1999-2000: Family Guy
An offshoot of MacFarlane’s Life of Larry, his thesis film at the Rhode Island School of Design, Family Guy scored a prestigious premiere slot directly after Super Bowl XXXIII; Fox had hoped to make the show about an Archie Bunker-like loudmouth part of a primetime-animation one-two punch. From the very beginning, however, the show was immediately savaged for its juvenile, scattershot and often-bigoted absurdity – elements that would become both its, and MacFarlane’s, calling card. In particular, the show’s crude humor attracted the ire of Entertainment Weekly‘s TV critic.
“Family Guy — about dumbbell dad Peter Griffin, his wife, three children, and dog — is The Simpsons as conceived by a singularly sophomoric mind that lacks any reference point beyond other TV shows. . .the acclaim for writer-artist-actor MacFarlane (who does three regular voices on the show) is shaping up to be the hollowest hype of the year.” – Ken Tucker, Entertainment Weekly, 4/9/99
When it came time for EW‘s worst shows of the list, guess what Tucker singled out? The write-up would help spark a long-running feud between the critic and MacFarlane (including some choice Family Guy episode digs at Tucker), and contributed to the notion that the comic was thin-skinned and vindictive in addition to someone who traded in wannabe-extreme offensiveness.

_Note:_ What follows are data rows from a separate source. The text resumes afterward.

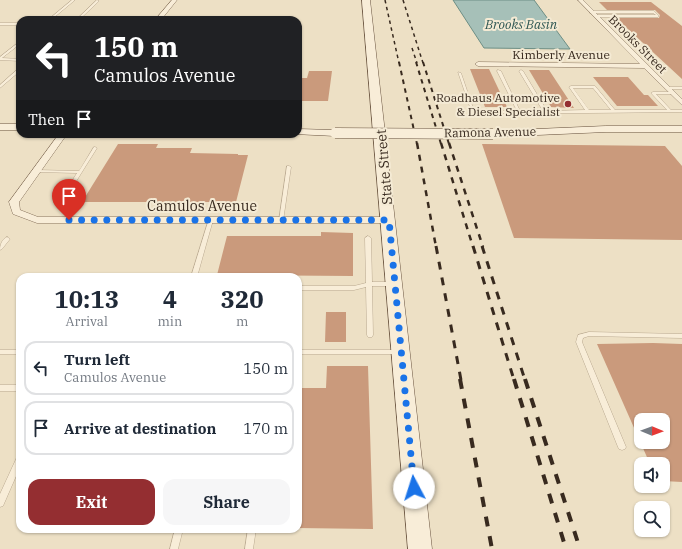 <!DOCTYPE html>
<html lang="en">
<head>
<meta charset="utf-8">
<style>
	body { margin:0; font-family:"IBM Plex Serif",serif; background:#f6f6f7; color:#1f2937; height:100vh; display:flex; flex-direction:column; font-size:15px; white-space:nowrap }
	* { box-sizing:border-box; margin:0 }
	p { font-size:13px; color:#747a83 }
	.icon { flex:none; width:22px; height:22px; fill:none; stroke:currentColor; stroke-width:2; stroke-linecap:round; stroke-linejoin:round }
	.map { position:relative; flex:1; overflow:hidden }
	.sheet { position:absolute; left:16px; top:273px; width:286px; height:260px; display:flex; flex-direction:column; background:#fff; border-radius:12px; box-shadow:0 1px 3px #0004 }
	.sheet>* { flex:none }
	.guide { position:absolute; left:16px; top:16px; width:286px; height:122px; border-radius:12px; box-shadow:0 1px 3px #0004; background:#202124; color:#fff; overflow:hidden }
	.needle { width:26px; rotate:91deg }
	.tools { position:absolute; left:634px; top:413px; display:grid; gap:8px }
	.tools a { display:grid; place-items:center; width:36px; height:36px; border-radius:8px; background:#fff; box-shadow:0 1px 3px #0004; font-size:20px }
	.pin { position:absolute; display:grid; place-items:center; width:34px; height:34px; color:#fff; margin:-41px -17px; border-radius:50% 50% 50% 0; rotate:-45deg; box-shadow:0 0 4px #0007 }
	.pin .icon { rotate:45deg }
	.me { position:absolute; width:44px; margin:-22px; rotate:355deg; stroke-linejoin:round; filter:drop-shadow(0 0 3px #0008) }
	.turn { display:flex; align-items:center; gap:14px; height:84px; padding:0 12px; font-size:18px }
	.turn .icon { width:52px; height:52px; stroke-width:2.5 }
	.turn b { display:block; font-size:28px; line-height:34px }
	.then { display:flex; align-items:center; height:38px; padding:0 12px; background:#0003; gap:8px; font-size:15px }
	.eta { display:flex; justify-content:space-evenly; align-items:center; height:68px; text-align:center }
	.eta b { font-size:24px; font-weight:800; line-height:28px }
	.primary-button { display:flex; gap:8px; margin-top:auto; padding:8px 12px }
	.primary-button a { flex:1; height:46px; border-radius:12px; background:#942e31; color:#fff; font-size:16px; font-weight:800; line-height:46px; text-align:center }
	.primary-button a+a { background:#f6f6f7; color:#1f2937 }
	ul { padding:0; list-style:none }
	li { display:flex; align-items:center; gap:12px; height:54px; margin:0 8px 6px; padding:0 4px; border:2px solid #e0e1e3; border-radius:12px }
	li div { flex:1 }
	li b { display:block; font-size:15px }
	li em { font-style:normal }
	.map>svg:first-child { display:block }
	.water { fill:#a6c0b8; stroke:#6d8e85 }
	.building { fill:#ca9a7c; fill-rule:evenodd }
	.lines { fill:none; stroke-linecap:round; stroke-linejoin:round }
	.lane-casing { stroke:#87725c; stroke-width:0.5 }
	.street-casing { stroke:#87725c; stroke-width:1 }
	.secondary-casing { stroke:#69533f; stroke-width:1 }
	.lane { fill:#f8edd8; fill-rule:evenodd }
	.street { fill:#f8edd8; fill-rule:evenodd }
	.secondary { fill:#f8edd8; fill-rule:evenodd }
	.rail-far4 { stroke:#382a1f; stroke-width:1.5; stroke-dasharray:3.5 3.5; stroke-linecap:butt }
	.rail-far3 { stroke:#382a1f; stroke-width:2; stroke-dasharray:4.5 4.5; stroke-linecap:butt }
	.rail-far2 { stroke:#382a1f; stroke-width:2.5; stroke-dasharray:6 6; stroke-linecap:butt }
	.rail-far1 { stroke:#382a1f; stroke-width:3; stroke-dasharray:8 8; stroke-linecap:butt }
	.rail { stroke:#382a1f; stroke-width:4; stroke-dasharray:10 10; stroke-linecap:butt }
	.secondary-bridge-casing { stroke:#69533f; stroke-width:11; stroke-linecap:butt }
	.secondary-bridge { stroke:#f8edd8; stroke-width:10 }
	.route { stroke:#1a73e8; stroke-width:7; stroke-dasharray:0 12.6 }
	.poi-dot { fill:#942e31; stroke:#f4ead4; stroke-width:1.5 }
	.labels { text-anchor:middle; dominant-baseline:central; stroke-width:4; stroke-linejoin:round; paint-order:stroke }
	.far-street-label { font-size:12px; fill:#382a1f; stroke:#f4ead4 }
	.far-poi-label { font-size:12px; fill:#382a1f; stroke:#f4ead4; text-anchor:end }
	.far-water-label { font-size:13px; font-style:italic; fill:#2f5753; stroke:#f4ead4 }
	.street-label { font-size:14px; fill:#382a1f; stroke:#f4ead4 }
</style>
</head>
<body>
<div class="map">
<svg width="682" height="549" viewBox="0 0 682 549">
	<rect width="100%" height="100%" fill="#ede0c5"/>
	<path class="water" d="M453,0H534L570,49L484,48Z"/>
	<path class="building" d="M599,2H651L682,26V79L616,18H659L660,15L655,10H607Z
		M470,69H489L507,107H485Z
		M529,70H549L574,108L551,107Z
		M309,71H332L328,101H298V78H307Z
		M593,77H628L644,95H648L658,106H617Z
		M118,144H158L156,148H192L190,153L238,154V155H248L236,202H82Z
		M482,144L665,146L682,166V240L514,238Z
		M321,232L353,233V276L217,275L227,236H321Z
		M326,312H346V342H325Z
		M653,343L682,344V482L663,481V464H650L597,344ZM641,420H663V442H641Z
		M327,366H368L373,529L298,528V388H326Z"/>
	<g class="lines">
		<g class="lane-casing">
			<path id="lane" d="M72,0H75L51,20H48Z
				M97,0L99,1L79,20H76Z
				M591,11H654L659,16L658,17H595L594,15H656L653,13H590Z
				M0,23H20V25H0Z
				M19,42H20V44L2,58L20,59V61L0,60V57Z
				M19,68H20V71L0,88V85Z
				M498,70L501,71L520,111H543L519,71L521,70L523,71L547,111L585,110L569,87L571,86H595L615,110H667L651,93L653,92H673V94H656L671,110H682V112L588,113H472L458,72L461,73L474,111H517L497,71ZM573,88H593L611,110H589Z
				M666,87H682V89H667L665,88Z
				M94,147H95L97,148L62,204H58V203L77,173L36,172L34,171L36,170L79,171Z
				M287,166H289L291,167L283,221L281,222L279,221Z
				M209,219H213V220L197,277H191Z
				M368,236L371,238L372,282H392L395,284L392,286H372L373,335L372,337H368L367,335L366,287L354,290H298V286H354L366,283L365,238Z
				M7,237L10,239L2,249L0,250C0,245 2,239 7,237Z
				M589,332L682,334V338L589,336L583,338L582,342L626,447L625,449L622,450L619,449L618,447L576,342L578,335Z
				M0,350H20V354H0Z
				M298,350H401L402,352L401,354H298Z
				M0,385H20V391H0Z
				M20,456V467L3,506L0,507V494L17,457Z
				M175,529H183L178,549H170Z
				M248,529H256L253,549H245Z"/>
		</g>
		<g class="street-casing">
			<path id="street" d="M172,0H177L161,20H155Z
				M578,0H583L682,99V105L644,68L478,66L475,64L478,62L640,64Z
				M59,134H67L19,202L20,210L38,217H389L394,220L389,223H37L13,214L9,202Z"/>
		</g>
		<g class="secondary-casing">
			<path id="secondary" d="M362,0H370L432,549H408Z
				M0,124H20V130H0Z
				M606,126H682V132H606L493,137L487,134L493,131Z
				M298,129L335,130L341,133L335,136L294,134H298Z"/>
		</g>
		<use href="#lane" class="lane"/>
		<use href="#street" class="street"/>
		<use href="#secondary" class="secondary"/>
		<path class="rail-far4" d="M385,0L399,63
			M403,0L423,63
			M412,48L417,63"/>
		<path class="rail-far3" d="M399,62L417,144
			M416,62L441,144
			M423,62L449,144"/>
		<path class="rail-far2" d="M417,143L436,247
			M441,143L473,247
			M449,143L483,247"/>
		<path class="rail-far1" d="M436,246L461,380
			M473,246L514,380
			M482,246L525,380"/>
		<path class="rail" d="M460,379L492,549
			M514,379L566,549
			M525,379L580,549"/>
		<g class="secondary-bridge-casing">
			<path id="secondary-bridge" d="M335,133L493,134"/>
		</g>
		<use href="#secondary-bridge" class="secondary-bridge"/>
	</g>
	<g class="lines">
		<path class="route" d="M69,220H389L414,488"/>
	</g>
	<circle class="poi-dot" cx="568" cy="104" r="4"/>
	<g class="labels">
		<g class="far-street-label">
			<text transform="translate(638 44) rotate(45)">Brooks Street</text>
			<text x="561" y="54">Kimberly Avenue</text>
			<text transform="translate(490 132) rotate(-1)">Ramona Avenue</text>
		</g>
		<g class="far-poi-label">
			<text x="560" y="97">Roadhaus Automotive<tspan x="560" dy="14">&amp; Diesel Specialist</tspan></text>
		</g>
		<g class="far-water-label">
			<text x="521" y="24">Brooks Basin</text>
		</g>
		<g class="street-label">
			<text transform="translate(384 167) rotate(-95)">State Street</text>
			<text x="202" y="206">Camulos Avenue</text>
		</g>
	</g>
</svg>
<div class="tools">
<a><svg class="needle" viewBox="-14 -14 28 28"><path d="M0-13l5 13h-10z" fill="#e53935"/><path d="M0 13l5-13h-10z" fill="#747a83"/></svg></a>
<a><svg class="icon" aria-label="sound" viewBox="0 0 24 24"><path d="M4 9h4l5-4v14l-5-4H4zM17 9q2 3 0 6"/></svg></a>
<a><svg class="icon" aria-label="search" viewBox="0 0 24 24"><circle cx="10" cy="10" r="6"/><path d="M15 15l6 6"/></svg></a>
</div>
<div class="pin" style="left:69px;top:220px;background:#d93025"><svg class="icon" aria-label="arrive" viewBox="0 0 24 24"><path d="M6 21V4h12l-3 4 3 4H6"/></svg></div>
<svg class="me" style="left:414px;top:488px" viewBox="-20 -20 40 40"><circle r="19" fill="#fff"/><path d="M0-13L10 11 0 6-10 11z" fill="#1a73e8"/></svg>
<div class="guide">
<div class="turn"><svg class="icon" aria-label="left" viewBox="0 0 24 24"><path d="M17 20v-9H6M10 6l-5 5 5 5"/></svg><div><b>150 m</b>Camulos Avenue</div></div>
<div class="then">Then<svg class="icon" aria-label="arrive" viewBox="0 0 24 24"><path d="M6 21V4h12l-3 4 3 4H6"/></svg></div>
</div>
<section class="sheet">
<div class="eta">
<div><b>10:13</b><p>Arrival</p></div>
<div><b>4</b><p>min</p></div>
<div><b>320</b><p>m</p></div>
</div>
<ul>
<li><svg class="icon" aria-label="left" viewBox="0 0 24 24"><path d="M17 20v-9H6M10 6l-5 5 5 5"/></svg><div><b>Turn left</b><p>Camulos Avenue</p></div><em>150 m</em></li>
<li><svg class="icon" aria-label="arrive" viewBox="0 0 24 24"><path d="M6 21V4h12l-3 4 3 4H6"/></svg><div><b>Arrive at destination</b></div><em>170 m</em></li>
</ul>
<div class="primary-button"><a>Exit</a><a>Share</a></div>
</section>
</div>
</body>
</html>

“Racist, anti-Semitic, and AIDS jokes; shoddy animation; stolen ideas: the cartoon as vile swill.” – Ken Tucker, Entertainment Weekly, 12/24/99
Not surprisingly, the show attracted the ire of several TV watchdog groups, including the Parents Television Council, who’ve objected to the show’s tendency to push the envelope of “good taste.” They petitioned Fox to drop the show as early as 2000; the network eventually did give the series the axe after three seasons in 2003, due to low ratings.